WHAT NEEDS TO BE DONE ▸
State how many lines in the records below contain the word "align". Nothing else is needed.

THE RECORDS ▸

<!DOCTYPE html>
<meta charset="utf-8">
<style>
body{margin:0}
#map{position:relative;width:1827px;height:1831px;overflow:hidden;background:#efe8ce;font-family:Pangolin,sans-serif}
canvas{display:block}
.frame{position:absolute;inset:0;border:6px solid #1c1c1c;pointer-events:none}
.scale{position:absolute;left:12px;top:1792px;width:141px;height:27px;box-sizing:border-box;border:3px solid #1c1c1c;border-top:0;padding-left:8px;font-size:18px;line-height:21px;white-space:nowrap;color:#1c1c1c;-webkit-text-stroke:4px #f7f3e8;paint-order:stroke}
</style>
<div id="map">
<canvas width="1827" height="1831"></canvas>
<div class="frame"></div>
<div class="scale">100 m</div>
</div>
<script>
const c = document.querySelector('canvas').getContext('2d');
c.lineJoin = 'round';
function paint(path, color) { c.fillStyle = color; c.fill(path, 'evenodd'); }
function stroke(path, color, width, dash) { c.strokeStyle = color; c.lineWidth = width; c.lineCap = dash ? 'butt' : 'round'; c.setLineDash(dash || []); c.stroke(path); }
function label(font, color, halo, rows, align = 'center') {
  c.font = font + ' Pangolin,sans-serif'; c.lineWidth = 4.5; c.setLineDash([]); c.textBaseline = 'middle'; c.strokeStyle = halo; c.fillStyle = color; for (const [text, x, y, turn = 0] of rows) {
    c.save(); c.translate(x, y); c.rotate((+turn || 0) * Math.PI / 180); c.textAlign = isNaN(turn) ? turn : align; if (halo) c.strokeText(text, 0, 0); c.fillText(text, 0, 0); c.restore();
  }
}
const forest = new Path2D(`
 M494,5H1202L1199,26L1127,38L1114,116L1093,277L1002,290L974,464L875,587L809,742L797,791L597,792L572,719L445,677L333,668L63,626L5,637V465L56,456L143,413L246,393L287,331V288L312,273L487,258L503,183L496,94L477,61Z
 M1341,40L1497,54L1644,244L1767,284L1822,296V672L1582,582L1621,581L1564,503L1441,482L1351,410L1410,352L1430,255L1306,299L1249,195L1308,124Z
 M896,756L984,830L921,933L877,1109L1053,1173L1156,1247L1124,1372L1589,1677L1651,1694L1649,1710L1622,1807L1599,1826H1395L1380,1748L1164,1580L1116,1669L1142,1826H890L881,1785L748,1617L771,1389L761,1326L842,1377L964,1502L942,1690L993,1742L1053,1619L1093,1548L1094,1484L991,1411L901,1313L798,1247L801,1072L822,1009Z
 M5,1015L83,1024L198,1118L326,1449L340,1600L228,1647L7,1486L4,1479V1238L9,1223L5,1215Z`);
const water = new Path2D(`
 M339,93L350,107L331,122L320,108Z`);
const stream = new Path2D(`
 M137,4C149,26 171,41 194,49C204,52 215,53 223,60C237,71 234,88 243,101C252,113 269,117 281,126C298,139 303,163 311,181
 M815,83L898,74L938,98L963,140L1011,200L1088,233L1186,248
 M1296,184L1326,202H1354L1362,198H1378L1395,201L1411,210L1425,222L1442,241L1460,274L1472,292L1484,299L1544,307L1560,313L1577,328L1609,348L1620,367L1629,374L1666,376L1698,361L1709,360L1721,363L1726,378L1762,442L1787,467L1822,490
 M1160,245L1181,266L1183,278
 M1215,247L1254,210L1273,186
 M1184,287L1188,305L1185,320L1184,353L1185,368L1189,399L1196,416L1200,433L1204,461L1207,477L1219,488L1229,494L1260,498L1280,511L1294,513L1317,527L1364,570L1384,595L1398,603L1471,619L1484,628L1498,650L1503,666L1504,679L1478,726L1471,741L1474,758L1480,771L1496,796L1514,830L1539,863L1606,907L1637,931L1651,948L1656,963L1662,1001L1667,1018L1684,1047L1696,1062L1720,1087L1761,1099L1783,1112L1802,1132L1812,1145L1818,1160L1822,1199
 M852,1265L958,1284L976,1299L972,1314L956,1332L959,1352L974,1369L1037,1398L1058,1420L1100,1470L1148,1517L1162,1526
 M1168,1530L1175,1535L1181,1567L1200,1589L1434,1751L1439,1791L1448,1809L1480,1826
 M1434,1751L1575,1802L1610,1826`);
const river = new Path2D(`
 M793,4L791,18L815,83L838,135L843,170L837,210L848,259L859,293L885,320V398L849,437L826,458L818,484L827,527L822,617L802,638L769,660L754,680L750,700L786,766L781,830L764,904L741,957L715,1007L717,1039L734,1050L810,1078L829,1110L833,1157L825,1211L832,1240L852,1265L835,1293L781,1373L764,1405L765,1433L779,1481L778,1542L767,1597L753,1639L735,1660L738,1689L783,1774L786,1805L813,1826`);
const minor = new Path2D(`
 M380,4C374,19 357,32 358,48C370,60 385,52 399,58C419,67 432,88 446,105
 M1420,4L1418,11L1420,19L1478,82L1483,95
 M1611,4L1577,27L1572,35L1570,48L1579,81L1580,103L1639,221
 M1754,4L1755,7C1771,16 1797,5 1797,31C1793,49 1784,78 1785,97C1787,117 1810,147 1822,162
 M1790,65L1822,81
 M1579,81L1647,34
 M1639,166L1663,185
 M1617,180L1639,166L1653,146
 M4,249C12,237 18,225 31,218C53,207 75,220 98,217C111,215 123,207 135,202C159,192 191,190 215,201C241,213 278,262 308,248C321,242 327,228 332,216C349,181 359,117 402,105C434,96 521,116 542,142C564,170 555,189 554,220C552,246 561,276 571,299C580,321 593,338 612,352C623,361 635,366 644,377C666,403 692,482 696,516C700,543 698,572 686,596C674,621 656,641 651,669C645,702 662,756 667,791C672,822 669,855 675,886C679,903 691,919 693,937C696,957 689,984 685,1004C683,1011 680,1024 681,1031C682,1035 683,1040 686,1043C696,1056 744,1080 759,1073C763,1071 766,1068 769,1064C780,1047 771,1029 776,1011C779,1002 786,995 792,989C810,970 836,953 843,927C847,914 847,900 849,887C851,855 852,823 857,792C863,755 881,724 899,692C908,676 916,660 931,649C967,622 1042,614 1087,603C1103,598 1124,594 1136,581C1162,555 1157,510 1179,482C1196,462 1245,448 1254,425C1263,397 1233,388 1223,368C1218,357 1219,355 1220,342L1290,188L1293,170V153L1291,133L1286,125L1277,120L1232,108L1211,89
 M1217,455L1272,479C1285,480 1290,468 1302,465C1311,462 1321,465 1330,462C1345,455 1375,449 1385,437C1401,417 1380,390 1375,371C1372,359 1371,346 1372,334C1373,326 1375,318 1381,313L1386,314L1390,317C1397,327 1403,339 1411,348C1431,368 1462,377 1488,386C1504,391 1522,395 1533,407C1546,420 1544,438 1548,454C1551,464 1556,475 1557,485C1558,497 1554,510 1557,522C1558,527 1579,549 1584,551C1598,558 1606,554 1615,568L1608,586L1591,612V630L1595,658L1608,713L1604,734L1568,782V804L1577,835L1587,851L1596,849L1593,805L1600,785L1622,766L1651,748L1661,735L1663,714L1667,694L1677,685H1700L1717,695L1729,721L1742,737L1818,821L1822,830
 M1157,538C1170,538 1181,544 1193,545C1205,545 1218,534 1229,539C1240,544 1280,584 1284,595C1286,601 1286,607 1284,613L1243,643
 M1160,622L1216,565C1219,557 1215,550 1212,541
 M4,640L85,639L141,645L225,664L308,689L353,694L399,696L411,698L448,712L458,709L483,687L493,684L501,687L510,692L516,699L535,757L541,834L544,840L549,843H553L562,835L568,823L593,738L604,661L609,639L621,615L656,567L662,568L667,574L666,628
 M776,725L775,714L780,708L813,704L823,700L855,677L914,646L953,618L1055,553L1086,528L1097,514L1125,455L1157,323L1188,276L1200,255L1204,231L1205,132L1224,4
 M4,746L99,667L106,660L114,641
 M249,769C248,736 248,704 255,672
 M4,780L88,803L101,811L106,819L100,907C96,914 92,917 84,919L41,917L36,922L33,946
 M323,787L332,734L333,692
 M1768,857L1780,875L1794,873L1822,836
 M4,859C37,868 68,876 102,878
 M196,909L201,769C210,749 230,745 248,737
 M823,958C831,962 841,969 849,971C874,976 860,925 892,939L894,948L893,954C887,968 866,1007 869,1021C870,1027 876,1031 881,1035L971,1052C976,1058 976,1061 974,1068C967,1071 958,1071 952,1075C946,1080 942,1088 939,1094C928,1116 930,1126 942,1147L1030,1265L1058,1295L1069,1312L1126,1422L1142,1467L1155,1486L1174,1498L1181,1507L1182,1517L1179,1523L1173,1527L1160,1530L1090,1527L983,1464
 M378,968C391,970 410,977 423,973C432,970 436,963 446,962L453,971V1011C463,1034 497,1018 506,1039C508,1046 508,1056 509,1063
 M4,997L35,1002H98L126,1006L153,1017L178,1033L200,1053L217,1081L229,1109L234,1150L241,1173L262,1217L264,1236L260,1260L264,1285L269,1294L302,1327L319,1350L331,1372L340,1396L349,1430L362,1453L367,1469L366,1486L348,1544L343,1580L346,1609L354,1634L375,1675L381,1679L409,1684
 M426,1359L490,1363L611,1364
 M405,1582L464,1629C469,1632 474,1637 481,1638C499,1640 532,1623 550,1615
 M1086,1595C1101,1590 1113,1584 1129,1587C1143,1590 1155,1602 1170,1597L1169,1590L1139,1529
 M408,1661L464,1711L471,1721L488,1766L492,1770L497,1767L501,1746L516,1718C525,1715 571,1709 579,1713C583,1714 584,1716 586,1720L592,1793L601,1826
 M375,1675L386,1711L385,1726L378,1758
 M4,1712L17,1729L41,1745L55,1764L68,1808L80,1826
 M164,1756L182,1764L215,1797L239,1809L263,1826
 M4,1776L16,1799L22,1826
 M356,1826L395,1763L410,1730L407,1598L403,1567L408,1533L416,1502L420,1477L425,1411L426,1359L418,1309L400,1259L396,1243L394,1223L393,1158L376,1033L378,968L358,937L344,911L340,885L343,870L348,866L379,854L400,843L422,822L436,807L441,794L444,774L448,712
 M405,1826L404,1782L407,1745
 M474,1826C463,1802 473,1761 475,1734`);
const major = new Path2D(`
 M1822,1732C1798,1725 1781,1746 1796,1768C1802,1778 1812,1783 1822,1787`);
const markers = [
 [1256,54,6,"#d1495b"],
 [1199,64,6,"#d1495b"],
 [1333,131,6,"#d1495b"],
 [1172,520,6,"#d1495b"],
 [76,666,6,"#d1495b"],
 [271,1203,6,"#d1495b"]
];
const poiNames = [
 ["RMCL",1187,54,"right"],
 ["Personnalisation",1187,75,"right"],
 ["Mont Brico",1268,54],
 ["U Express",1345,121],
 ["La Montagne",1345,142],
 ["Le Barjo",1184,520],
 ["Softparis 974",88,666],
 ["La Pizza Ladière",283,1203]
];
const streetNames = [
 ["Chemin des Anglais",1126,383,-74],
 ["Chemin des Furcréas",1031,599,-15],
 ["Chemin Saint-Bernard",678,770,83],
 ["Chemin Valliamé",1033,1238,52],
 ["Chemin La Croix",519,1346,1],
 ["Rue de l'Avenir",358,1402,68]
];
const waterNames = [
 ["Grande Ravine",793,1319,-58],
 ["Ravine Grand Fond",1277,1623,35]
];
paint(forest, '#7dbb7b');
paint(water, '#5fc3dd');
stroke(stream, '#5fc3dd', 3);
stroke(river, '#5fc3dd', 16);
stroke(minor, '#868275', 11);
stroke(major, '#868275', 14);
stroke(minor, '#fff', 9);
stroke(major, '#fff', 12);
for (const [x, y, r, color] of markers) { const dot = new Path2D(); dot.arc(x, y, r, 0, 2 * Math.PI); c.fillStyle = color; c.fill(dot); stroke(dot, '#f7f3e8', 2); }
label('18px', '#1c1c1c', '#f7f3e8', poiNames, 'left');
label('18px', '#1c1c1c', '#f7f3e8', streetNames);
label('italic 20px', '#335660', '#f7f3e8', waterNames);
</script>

OUTPUT OF THE EXERCISE ▸
2